[FOUNTAIN]What’s behind these bows?In all places and at all times, there have been people who followed those in power. But something odd is happening in Korea these days. Politicians are paying visits to former presidents even though they no longer have power. The presidential hopefuls are lined up to give New Year’s greetings to the old politicians.
There is no blame if they want to visit former leaders of the country at the beginning of the new year. It has long been customary etiquette to visit family members, relatives and even the elderly of the neighborhood for a New Year’s greeting. For the first 15 days of the new year, people would visit others for New Year’s greetings. It was even O.K. to visit families as late as when dropwort flowers bloom, which is July and August. At the beginning of a year, government officials paid a visit to the king. The king made a deep bow, wishing a good harvest and a blessing for the year.

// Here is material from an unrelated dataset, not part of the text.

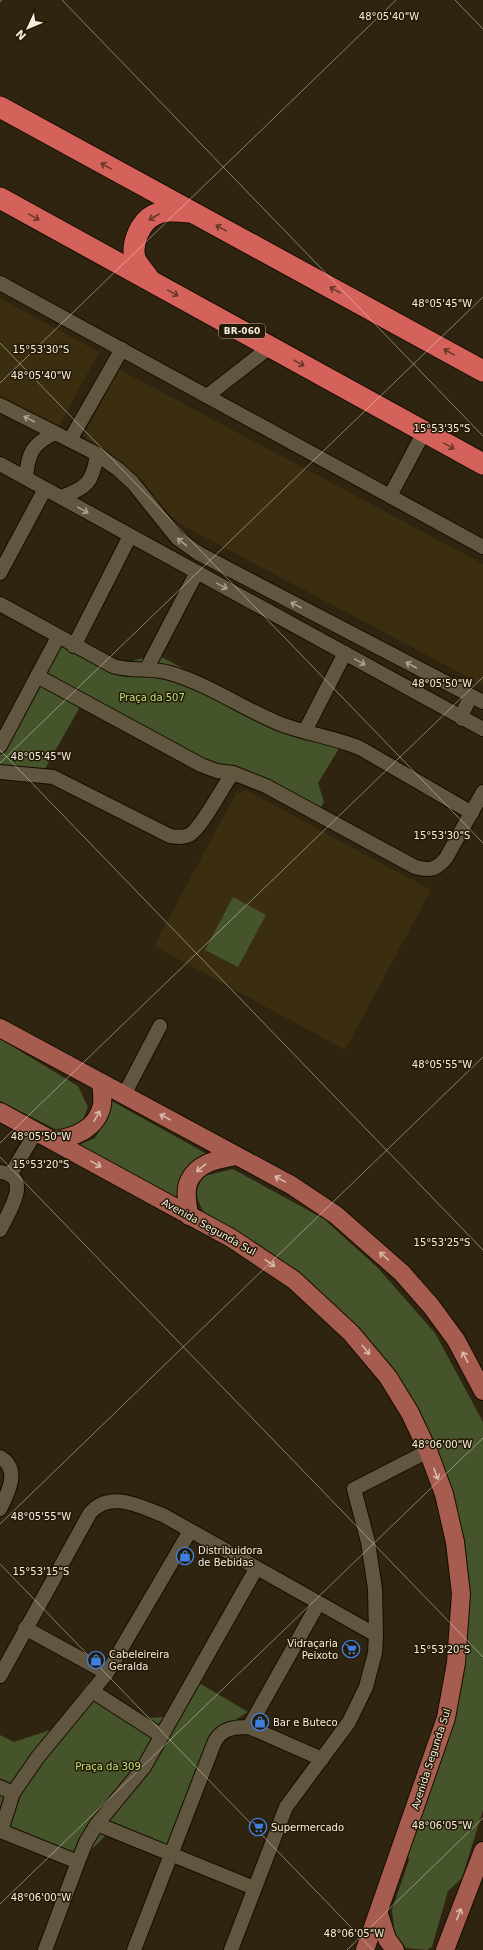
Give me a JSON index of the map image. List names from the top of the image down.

A senior person would say meaningful words to a younger person in return for a bow and greeting. Such words were believed to have magic power, like a spell. A belief that words had special power has been passed down since the anyiquity. It was regarded as good manners not to say outrageous remarks or speak empty words to younger persons. Children may be more interested in the money they get in return for their bows than elderly people’s wishes.
That seems to be the case with the presidential hopefuls. They have never visited former presidents, but now they do so in the hope of earning political gain in return for their visit. If the candidates get a blessing to assume power from old politicians, that is the best they can get. If the former presidents say “Do your best,” the candidates can then be assured that at least former leaders will not disturb them in the campaigns.
The most popular place for these exchanges is former President Kim Dae-jung’s house, because of possible generous rewards for bows and greetings -- the support of people in the Honam area. Former President Chun Doo-hwan is no exception, even though he once claimed that all he had got was 290,000 won, or $300. Won Hee-ryong, a candidate of the Grand National Party who used to be a student democratic movement activist, paid a deep bow to Mr. Chun. Afterward, enraged people crashed Mr. Won’s Web site, and he had to make an apology to the people.
The candidates say their visits to former presidents are a sign of unity. Why did they not do so before, when they were pointing fingers at them? It is humiliatingly obvious why the candidates bow now, with the presidential election drawing near.
*The writer is an editorial writer of the JoongAng Ilbo.